Bromford Housing Group Limited

11 October 2021

 

Our approach

The Housing Ombudsman’s approach to investigating and determining complaints is to decide what is fair in all the circumstances of the case. This is set out in the Housing Act 1996 and the Housing Ombudsman Scheme. The Ombudsman considers the evidence and looks to see if there has been any ‘maladministration’, for example whether the landlord has failed to keep to the law, followed proper procedure, followed good practice or behaved in a reasonable and competent manner.

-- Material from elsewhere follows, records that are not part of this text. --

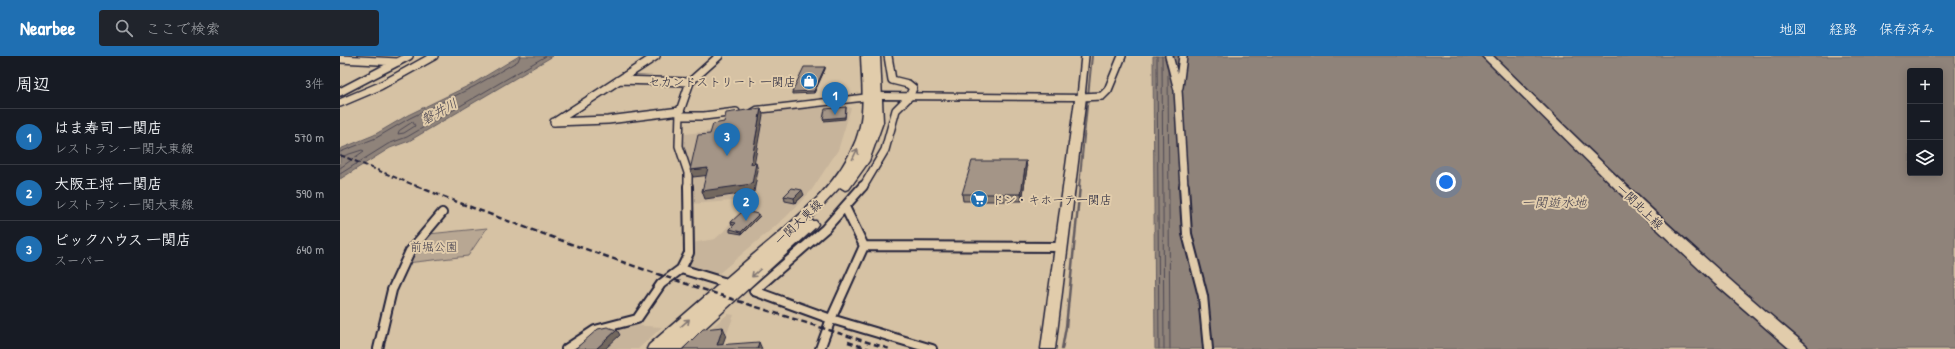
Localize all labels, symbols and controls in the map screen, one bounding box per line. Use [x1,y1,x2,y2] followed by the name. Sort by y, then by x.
[99,10,379,46] search box
[20,15,75,41] text: Nearbee
[113,17,135,39] icon: search
[145,18,220,39] text: ここで検索
[1779,19,1807,38] text: 地図
[1829,19,1857,38] text: 経路
[1879,19,1935,38] text: 保存済み
[1907,68,1943,176] map controls
[1907,68,1943,104] button: +
[799,71,819,91] shop icon: セカンドストリート 一関店
[16,72,50,95] text: 周辺
[648,73,796,90] place label: セカンドストリート 一関店
[305,74,324,92] text: 3件
[822,82,848,115] pin: 1
[418,94,460,128] water label: 磐井川
[1907,104,1943,140] button: −
[54,117,162,138] text: はま寿司 一関店
[714,123,740,156] pin: 3
[27,128,31,146] text: 1
[294,128,324,146] text: 570 m
[54,139,194,157] text: レストラン · 一関大東線
[1907,140,1943,176] button: layers
[852,148,859,160] one-way arrow
[1436,172,1456,192] your location
[54,173,162,194] text: 大阪王将 一関店
[1613,179,1667,233] street label: 一関北上線
[26,184,32,202] text: 2
[296,184,324,202] text: 590 m
[733,188,759,221] pin: 2
[969,189,989,209] supermarket icon: ドン・キホーテ一関店
[992,191,1112,208] place label: ドン・キホーテ一関店
[1521,193,1587,211] water label: 一関遊水地
[54,195,194,213] text: レストラン · 一関大東線
[770,195,826,249] street label: 一関大東線
[54,229,191,250] text: ピックハウス 一関店
[410,238,458,255] park label: 前堀公園
[26,240,32,258] text: 3
[296,240,324,258] text: 640 m
[54,251,105,269] text: スーパー
[752,268,762,277] one-way arrow
[679,319,690,328] one-way arrow

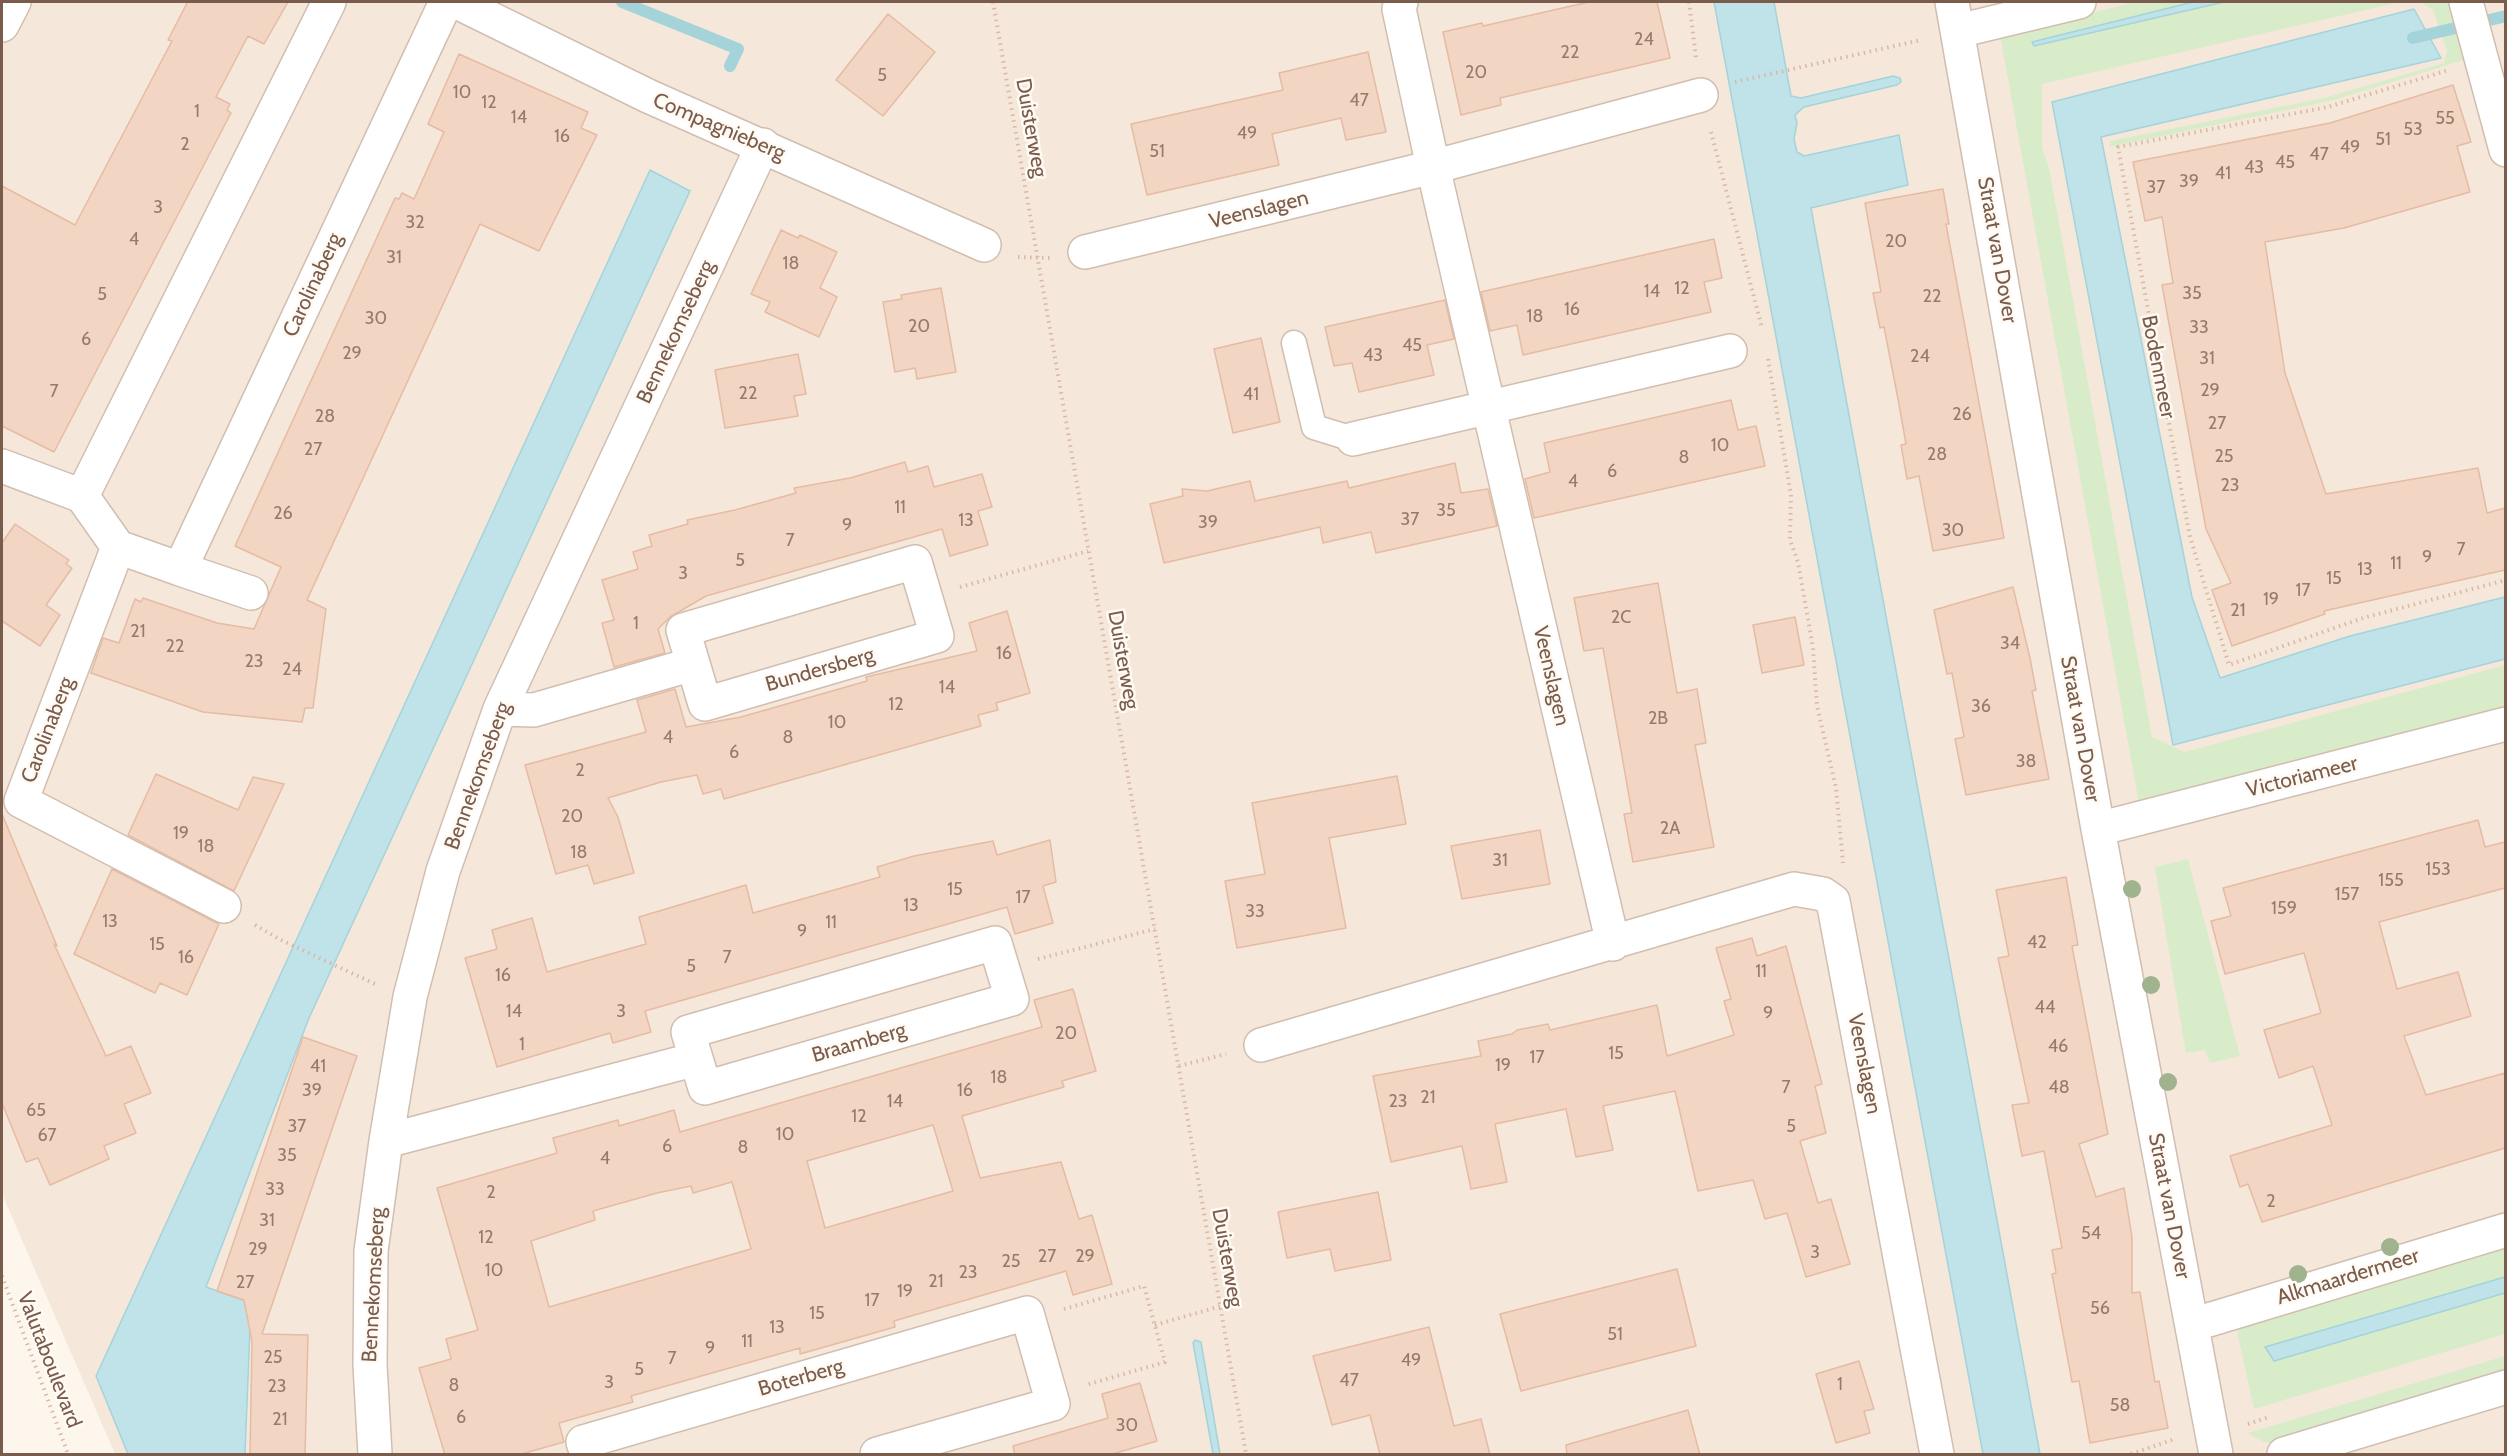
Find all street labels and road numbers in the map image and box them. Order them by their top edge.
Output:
street label: Duisterweg [1010,77,1052,179]
street label: Compagnieberg [649,88,789,166]
street label: Straat van Dover [1972,175,2022,325]
street label: Veenslagen [1207,186,1311,234]
street label: Carolinaberg [278,229,348,341]
street label: Bennekomseberg [632,256,720,408]
street label: Bodenmeer [2136,313,2180,421]
street label: Duisterweg [1102,609,1144,711]
street label: Veenslagen [1527,624,1575,728]
street label: Bundersberg [763,642,877,698]
street label: Straat van Dover [2055,654,2105,804]
street label: Carolinaberg [16,673,80,787]
street label: Bennekomseberg [440,699,516,853]
street label: Victoriameer [2244,751,2360,803]
street label: Veenslagen [1842,1012,1886,1116]
street label: Braamberg [809,1018,909,1068]
street label: Straat van Dover [2143,1131,2195,1281]
street label: Bennekomseberg [357,1207,391,1363]
street label: Duisterweg [1206,1207,1248,1309]
street label: Alkmaardermeer [2274,1243,2422,1311]
street label: Valutaboulevard [12,1289,86,1431]
street label: Boterberg [755,1354,847,1402]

Both the resident and the landlord have submitted information to the Ombudsman and this has been carefully considered. Their accounts of what has happened are summarised below. This report is not an exhaustive description of all the events that have occurred in relation to this case, but an outline of the key issues as a background to the investigation’s findings.

The complaint

  1. The complaint concerns the landlord’s decision regarding the closure of the guest room in the resident’s building.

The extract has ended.